The function predict will generate all possible joint probability tables of a dimensionality specified by n_way.

Two-way Tables

The code block below demonstrates how to generate predictions for 2-way joint probability tables. Each table is of size $2 \times 2$ because each attribute is binary. Given four attributes and n_way=2, there are $P(4,2) = 12$ joint probability tables in total (including the order of attributes within a pair).

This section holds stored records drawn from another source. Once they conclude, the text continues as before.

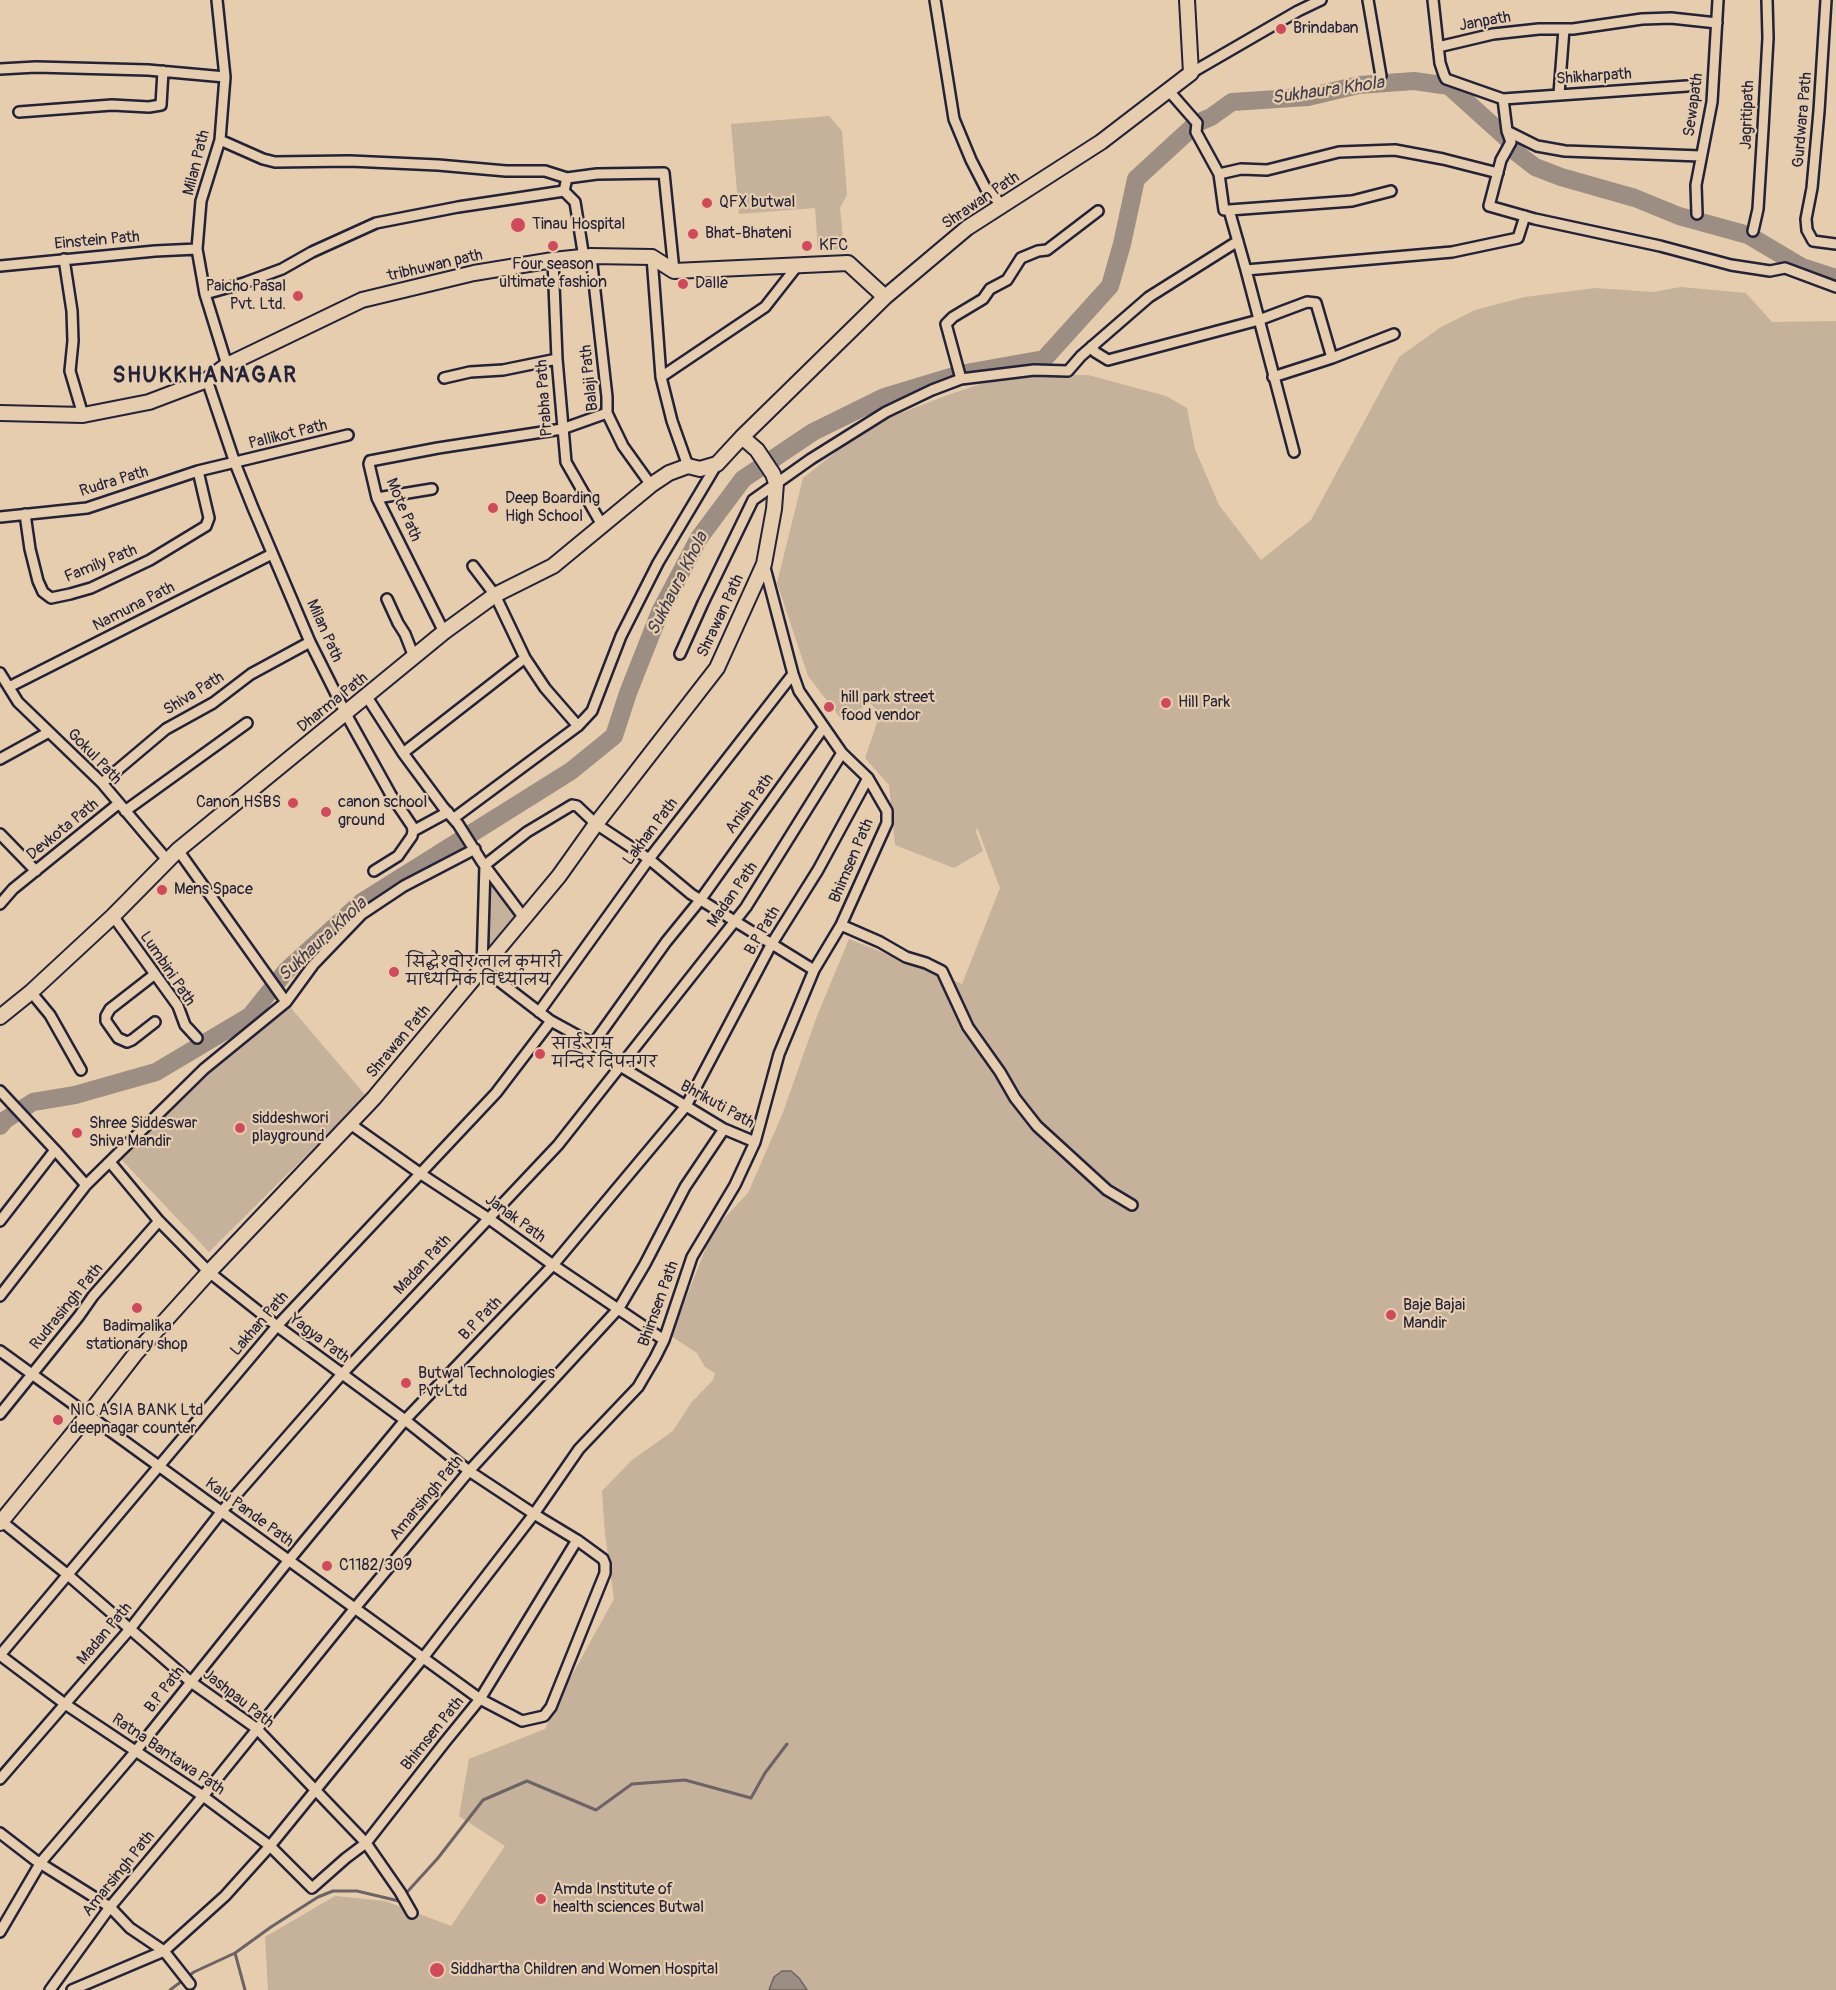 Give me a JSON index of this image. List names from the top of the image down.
{
  "streets": {
    "street": [
      "Janpath",
      "Shikharpath",
      "Sewapath",
      "Jagritipath",
      "Gurdwara Path",
      "Milan Path",
      "Shrawan Path",
      "Einstein Path",
      "tribhuwan path",
      "Balaji Path",
      "Prabha Path",
      "Pallikot Path",
      "Rudra Path",
      "Mote Path",
      "Family Path",
      "Namuna Path",
      "Shiva Path",
      "Dharma Path",
      "Gokul Path",
      "Anish Path",
      "Devkota Path",
      "Lakhan Path",
      "Bhimsen Path",
      "Madan Path",
      "B.P Path",
      "Lumbini Path",
      "Bhrikuti Path",
      "Janak Path",
      "Rudrasingh Path",
      "Yagya Path",
      "Amarsingh Path",
      "Kalu Pande Path",
      "Jashpau Path",
      "Ratna Bantawa Path"
    ]
  },
  "crossings": [
    ["Janpath", "Sewapath"],
    ["Milan Path", "Shrawan Path"],
    ["Milan Path", "Einstein Path"],
    ["Milan Path", "tribhuwan path"],
    ["Milan Path", "Pallikot Path"],
    ["Milan Path", "Rudra Path"],
    ["Milan Path", "Namuna Path"],
    ["Milan Path", "Shiva Path"],
    ["Milan Path", "Dharma Path"],
    ["Shrawan Path", "Dharma Path"],
    ["Shrawan Path", "Bhimsen Path"],
    ["Shrawan Path", "Bhrikuti Path"],
    ["Shrawan Path", "Janak Path"],
    ["Shrawan Path", "Yagya Path"],
    ["Shrawan Path", "Kalu Pande Path"],
    ["Shrawan Path", "Jashpau Path"],
    ["tribhuwan path", "Balaji Path"],
    ["tribhuwan path", "Prabha Path"],
    ["Balaji Path", "Dharma Path"],
    ["Prabha Path", "Mote Path"],
    ["Prabha Path", "Dharma Path"],
    ["Pallikot Path", "Rudra Path"],
    ["Rudra Path", "Family Path"],
    ["Mote Path", "Dharma Path"],
    ["Namuna Path", "Gokul Path"],
    ["Shiva Path", "Gokul Path"],
    ["Dharma Path", "Gokul Path"],
    ["Dharma Path", "Lumbini Path"],
    ["Gokul Path", "Devkota Path"],
    ["Anish Path", "Bhimsen Path"],
    ["Anish Path", "Bhrikuti Path"],
    ["Lakhan Path", "Bhimsen Path"],
    ["Lakhan Path", "Bhrikuti Path"],
    ["Lakhan Path", "Janak Path"],
    ["Lakhan Path", "Yagya Path"],
    ["Lakhan Path", "Kalu Pande Path"],
    ["Lakhan Path", "Jashpau Path"],
    ["Lakhan Path", "Ratna Bantawa Path"],
    ["Bhimsen Path", "Madan Path"],
    ["Bhimsen Path", "B.P Path"],
    ["Bhimsen Path", "Bhrikuti Path"],
    ["Bhimsen Path", "Janak Path"],
    ["Bhimsen Path", "Yagya Path"],
    ["Bhimsen Path", "Kalu Pande Path"],
    ["Bhimsen Path", "Jashpau Path"],
    ["Bhimsen Path", "Ratna Bantawa Path"],
    ["Madan Path", "Bhrikuti Path"],
    ["Madan Path", "Janak Path"],
    ["Madan Path", "Yagya Path"],
    ["Madan Path", "Kalu Pande Path"],
    ["Madan Path", "Jashpau Path"],
    ["Madan Path", "Ratna Bantawa Path"],
    ["B.P Path", "Bhrikuti Path"],
    ["B.P Path", "Janak Path"],
    ["B.P Path", "Yagya Path"],
    ["B.P Path", "Kalu Pande Path"],
    ["B.P Path", "Jashpau Path"],
    ["B.P Path", "Ratna Bantawa Path"],
    ["Bhrikuti Path", "Amarsingh Path"],
    ["Janak Path", "Amarsingh Path"],
    ["Rudrasingh Path", "Yagya Path"],
    ["Rudrasingh Path", "Kalu Pande Path"],
    ["Yagya Path", "Amarsingh Path"],
    ["Amarsingh Path", "Kalu Pande Path"],
    ["Amarsingh Path", "Jashpau Path"],
    ["Amarsingh Path", "Ratna Bantawa Path"]
  ],
  "districts": ["SHUKKHANAGAR"],
  "water": ["Sukhaura Khola"],
  "places": [
    "Brindaban",
    "QFX butwal",
    "Tinau Hospital",
    "Bhat-Bhateni",
    "Four season ultimate fashion",
    "KFC",
    "Dalle",
    "Paicho Pasal Pvt. Ltd.",
    "Deep Boarding High School",
    "Hill Park",
    "hill park street food vendor",
    "Canon HSBS",
    "canon school ground",
    "Mens Space",
    "सिद्धेश्वोर लाल कुमारी माध्यमिक विध्यालय",
    "साई राम मन्दिर दिपनगर",
    "siddeshwori playground",
    "Shree Siddeswar Shiva Mandir",
    "Badimalika stationary shop",
    "Baje Bajai Mandir",
    "Butwal Technologies Pvt Ltd",
    "NIC ASIA BANK Ltd deepnagar counter",
    "C1182/309",
    "Amda Institute of health sciences Butwal",
    "Siddhartha Children and Women Hospital"
  ]
}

using QuantumContextEffectModels
n_way = 2
parms = (
    Ψ = sqrt.([.3,.1,.2,.4]),
    θil = .3,
    θpb = .3,
)

model = QuantumModel(; parms...)
preds = predict(model; n_way)

6-element Vector{Vector{Vector{Float64}}}:
 [[0.29999999999999993, 0.19999999999999998, 0.1, 0.4], [0.29999999999999993, 0.19999999999999998, 0.1, 0.4]]
 [[0.3296242254116391, 0.6244490954320945, 0.03005940175537921, 0.015867277400887215], [0.13819660112501053, 0.3927050983124843, 0.2618033988749895, 0.2072949016875158]]
 [[0.33382612127177164, 0.5999011042230776, 0.06617387872822834, 9.889577692232744e-5], [0.33382612127177164, 0.5999011042230776, 0.06617387872822834, 9.889577692232744e-5]]
 [[0.46750946842846075, 0.4865638524152729, 0.03249053157153925, 0.013436147584727174], [0.46750946842846075, 0.4865638524152729, 0.03249053157153925, 0.013436147584727174]]
 [[0.3225948223531861, 0.6111324031416632, 0.043376094045810484, 0.02289668045934019], [0.17274575140626314, 0.3272542485937369, 0.32725424859373686, 0.17274575140626316]]
 [[0.9335790596597751, 0.00014816583507435547, 0.02049426118395861, 0.04577851332119207], [0.9335790596597751, 0.00014816583507435547, 0.02049426118395861, 0.04577851332119207]]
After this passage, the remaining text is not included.